16. The medium of claim 15, wherein generating at least one predicted user input corresponding to at least one form field of the web-based input form includes:

detecting personal information within the first user input, and

generating at least one predicted user input corresponding to at least one form field of the web-based input form using the detected personal information.

17. The medium of claim 15, wherein the instructions, when executed by at least one processor, cause at least one device to further perform operations comprising: translating the first user input from a first natural language to a second natural language, wherein the first natural language is a different natural language from the second natural language, and wherein the second natural language is the same as a reference natural language that is used in the previous data provided to the training and validation module to train the at least one model.

18. The medium of claim 15, wherein the instructions, when executed by at least one processor, cause at least one device to further perform operations comprising: detecting an acronym in the first user input, and to replace the acronym with an expanded form of the acronym prior to parsing the first user input with the at least one model endpoint.

19. The medium of claim 15, wherein the instructions, when executed by at least one processor, cause at least one device to further perform operations comprising: calculating a reliability probability for one of the plurality of suggested answers, and to refrain from modifying the interactive representation of the web-based input form to include a predicted user input if the probability is below a reliability threshold.

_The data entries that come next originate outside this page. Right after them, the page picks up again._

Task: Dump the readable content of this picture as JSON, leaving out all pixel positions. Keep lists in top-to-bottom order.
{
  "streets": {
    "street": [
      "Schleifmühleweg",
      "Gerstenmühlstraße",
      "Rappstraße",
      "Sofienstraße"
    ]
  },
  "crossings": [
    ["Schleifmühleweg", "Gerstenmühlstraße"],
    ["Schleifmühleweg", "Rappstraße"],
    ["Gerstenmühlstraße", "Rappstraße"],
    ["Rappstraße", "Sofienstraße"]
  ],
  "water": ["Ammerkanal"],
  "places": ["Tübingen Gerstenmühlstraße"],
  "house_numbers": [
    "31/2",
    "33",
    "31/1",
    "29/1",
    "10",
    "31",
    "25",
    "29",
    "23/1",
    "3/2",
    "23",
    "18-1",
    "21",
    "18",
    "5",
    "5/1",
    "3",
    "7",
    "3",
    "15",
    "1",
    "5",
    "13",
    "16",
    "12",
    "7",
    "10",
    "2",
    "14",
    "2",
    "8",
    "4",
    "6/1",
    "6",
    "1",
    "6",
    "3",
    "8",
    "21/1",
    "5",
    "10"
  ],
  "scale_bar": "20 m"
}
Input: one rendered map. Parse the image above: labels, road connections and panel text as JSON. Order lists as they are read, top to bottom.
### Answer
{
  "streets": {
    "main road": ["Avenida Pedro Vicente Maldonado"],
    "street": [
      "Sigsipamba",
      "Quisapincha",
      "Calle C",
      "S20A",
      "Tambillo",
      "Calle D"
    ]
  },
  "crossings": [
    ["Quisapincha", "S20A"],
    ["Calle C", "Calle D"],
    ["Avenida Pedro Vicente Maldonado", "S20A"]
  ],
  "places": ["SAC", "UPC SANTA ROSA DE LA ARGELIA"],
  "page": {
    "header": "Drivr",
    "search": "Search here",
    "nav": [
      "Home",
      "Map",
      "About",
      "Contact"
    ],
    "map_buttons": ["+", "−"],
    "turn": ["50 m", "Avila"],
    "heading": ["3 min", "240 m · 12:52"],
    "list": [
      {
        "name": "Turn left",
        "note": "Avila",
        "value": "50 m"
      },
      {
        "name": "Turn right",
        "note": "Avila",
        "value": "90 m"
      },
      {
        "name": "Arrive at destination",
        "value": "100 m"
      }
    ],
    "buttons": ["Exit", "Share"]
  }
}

20. The medium of claim 15, wherein selecting a respective model endpoint corresponding to the web-based input form includes deploying at least two model endpoints based on at least two trained models corresponding to one of the web-based input forms, and selecting one of the respective model endpoints having the highest reliability probability.

21. The medium of claim 20, wherein one of the at least two models is a machine learning model, and wherein one of the at least two models is a deep learning model.